Practical Behavioral Profiling of PowerShell Scripts through Static Analysis (Part 3)

This post is also available in: 日本語 (Japanese)

Executive Summary

This 3-part blog series will focus on a practical approach to static analysis of PowerShell scripts and developing a platform-independent Python script to carry out this task. This is Part 3 of the series, but you can read Part 1 and Part  2 to get caught up.

In this final blog, I’ll walk through running the profiling script on samples and discuss how to interpret the output. Further, I’ll talk about a few observations I made along the way after going through building a script for static analysis, cover some ways in which I think the script can be leveraged by an organization, and then finally wrap up with providing the PowerShellProfiler.py script that has been discussed throughout this blog.

Introduction

For my testing, I used a sample set of around 5,000 PowerShell scripts that I manually classified - roughly 3,000 Benign, 2,000 Malicious PowerShell scripts. I then started to identify behaviors contained within for profiling, along with script characteristics or other features that could be used as a guide to adjust the scoring for behaviors. By using this approach to create a baseline, I was able to familiarize myself with common techniques and low-hanging fruit that I then incorporated into the profiling script. This allowed me to focus the bulk of my subsequent analysis time on the samples which fell below the malicious target score threshold of “6.0” to figure out what, if anything, could be learned from them to further enhance the profiling process.

Using PowerShellProfiler.py

First off, the profiling script can be retrieved from the Palo Alto Networks Unit42 GitHub. Inside you’ll find PowerShellProfiler.py.

To use PowerShellProfiler.py, simply provide a file as input by using the “-f” flag and it will produce output similar to the below.

The structure of the output is as follows:

Most of the fields are self-explanatory and the output is kept very simple for quick review. The “Proposed Risk Rating” field is derived from the gradient scale discussed in the first blog of this series and just offers guidance to the analyst as to what the risk may be at first glance. The “Score” field is an aggregate of the scores (positive and negative) seen in the “Behaviors” field found at the end of the output. Some behaviors will provide additional context, such as types of obfuscation and known malware families which can be seen in the example above.
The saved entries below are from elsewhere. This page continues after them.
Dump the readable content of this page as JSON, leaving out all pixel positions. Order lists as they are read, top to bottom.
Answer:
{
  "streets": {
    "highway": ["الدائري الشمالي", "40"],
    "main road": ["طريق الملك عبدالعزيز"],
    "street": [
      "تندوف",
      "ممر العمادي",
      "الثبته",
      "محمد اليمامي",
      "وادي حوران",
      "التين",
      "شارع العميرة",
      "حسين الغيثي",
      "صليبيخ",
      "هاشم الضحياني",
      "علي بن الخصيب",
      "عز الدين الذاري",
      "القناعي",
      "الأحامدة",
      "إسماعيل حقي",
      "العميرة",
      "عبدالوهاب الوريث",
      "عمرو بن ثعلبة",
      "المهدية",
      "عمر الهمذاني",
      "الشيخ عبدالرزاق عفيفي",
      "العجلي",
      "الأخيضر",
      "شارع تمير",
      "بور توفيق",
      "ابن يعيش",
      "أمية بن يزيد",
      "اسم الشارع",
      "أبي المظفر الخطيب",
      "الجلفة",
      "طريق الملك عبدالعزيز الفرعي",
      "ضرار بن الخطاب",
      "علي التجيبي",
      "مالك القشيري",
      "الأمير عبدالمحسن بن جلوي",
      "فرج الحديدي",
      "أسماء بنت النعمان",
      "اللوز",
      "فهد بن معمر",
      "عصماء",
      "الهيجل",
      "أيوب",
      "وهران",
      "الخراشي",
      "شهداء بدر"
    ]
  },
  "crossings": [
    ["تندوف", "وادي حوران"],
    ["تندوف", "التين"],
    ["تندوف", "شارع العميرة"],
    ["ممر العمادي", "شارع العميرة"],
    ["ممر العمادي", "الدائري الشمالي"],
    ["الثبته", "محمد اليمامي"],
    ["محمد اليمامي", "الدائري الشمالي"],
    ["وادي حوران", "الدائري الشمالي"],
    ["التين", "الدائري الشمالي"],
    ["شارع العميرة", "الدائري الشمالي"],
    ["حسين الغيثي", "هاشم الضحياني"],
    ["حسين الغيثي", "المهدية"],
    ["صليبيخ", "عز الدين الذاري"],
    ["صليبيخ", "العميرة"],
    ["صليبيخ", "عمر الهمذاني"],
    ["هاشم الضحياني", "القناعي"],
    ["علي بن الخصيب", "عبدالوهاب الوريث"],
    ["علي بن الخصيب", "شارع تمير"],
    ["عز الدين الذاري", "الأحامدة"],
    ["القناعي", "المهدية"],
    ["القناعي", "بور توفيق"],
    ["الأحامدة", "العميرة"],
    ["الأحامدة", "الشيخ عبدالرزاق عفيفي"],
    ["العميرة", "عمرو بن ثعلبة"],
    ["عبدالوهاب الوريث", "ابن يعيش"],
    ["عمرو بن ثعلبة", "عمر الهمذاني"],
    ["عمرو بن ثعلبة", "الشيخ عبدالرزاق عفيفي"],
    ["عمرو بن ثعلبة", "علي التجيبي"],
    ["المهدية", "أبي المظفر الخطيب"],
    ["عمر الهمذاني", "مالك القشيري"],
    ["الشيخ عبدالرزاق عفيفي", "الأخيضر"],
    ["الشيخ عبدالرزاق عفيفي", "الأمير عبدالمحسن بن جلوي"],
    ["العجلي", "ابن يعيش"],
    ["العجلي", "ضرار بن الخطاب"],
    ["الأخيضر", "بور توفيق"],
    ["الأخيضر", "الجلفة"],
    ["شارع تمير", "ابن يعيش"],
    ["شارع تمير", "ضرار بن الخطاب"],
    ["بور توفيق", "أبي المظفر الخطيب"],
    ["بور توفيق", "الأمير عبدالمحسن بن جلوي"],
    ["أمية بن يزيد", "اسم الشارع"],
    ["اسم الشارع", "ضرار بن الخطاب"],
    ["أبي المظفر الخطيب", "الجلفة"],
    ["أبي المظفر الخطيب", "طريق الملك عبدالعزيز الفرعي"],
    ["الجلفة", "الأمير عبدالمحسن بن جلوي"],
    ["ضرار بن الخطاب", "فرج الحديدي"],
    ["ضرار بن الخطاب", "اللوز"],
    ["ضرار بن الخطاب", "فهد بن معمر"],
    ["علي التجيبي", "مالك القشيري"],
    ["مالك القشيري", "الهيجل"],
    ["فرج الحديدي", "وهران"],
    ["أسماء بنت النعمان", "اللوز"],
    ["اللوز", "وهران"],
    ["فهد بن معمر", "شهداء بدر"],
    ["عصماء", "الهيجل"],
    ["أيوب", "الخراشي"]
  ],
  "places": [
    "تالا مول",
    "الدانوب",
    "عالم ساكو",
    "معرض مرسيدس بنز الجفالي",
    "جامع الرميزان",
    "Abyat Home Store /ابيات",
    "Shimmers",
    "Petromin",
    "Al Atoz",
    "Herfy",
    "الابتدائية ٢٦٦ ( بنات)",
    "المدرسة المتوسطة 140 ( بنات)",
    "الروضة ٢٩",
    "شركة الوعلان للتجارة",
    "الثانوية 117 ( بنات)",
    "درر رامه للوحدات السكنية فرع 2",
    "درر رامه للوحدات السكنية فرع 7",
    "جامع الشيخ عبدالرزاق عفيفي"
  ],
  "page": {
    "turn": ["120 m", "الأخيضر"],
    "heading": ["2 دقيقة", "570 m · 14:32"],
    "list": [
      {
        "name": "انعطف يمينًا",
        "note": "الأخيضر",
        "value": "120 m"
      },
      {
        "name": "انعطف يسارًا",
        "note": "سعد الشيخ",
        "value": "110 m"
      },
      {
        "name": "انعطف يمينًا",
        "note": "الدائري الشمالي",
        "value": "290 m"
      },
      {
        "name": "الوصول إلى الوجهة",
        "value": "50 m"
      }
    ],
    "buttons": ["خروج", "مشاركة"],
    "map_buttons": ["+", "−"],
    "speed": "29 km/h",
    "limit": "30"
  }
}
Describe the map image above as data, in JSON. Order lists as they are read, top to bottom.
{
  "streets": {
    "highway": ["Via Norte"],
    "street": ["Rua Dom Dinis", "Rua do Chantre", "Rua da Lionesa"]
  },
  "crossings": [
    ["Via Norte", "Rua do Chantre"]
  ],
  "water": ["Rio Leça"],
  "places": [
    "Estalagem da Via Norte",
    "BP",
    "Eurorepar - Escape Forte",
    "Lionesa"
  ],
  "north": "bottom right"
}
Optionally, there is a debug flag (“-d”) that can be used to print debugging information which is useful when trying to see how the script was modified or review unraveled content. It simply prints out all of the content it discovered post-normalization and de-obfuscation, so it’s a good way to identify areas where you can look for new techniques for hiding code that need to be accounted for.

Stepping through Obfuscation

So what does this look like in action?

Using the file with the SHA256 hash of
“1b987ba4983d98a4c2776c8afb5aebbe418cdea1a7d4960c548fb947d404e4b2” from above, you can see two behaviors in the original content before anything else is processed. There are multiple dotNET methods related to Stream objects that it uses to deflate a Base64 string and then execute it. The keywords “Convert”, “FromBase64String”, and “Text.Encoding” trigger the flag for the “Compression” behavior and then “Invoke-Expression” triggers the Script Execution behavior.

Figure 9. Original PowerShell script

Once the script deflates the content, it will begin the processing looping back over to normalize, de-obfuscate, and unravel any additional content.

Figure 10. Decompressed script content

You can see by the obfuscation that it’s heavily utilizing the format operator replacement technique to hide strings. It’s also utilizing a number of string replacement functions which it will also attempt to run during processing. What we’re left with from the profiling scripts perspective is shown below.

Figure 11. PowerShell script with obfuscation removed

The remaining behaviors can be seen here. The keyword “downloadstring” triggers the “Downloader” behavior, “Start-Process” for “Starts Process” behavior, and finally “$env:username” for the “Enumeration” behavior.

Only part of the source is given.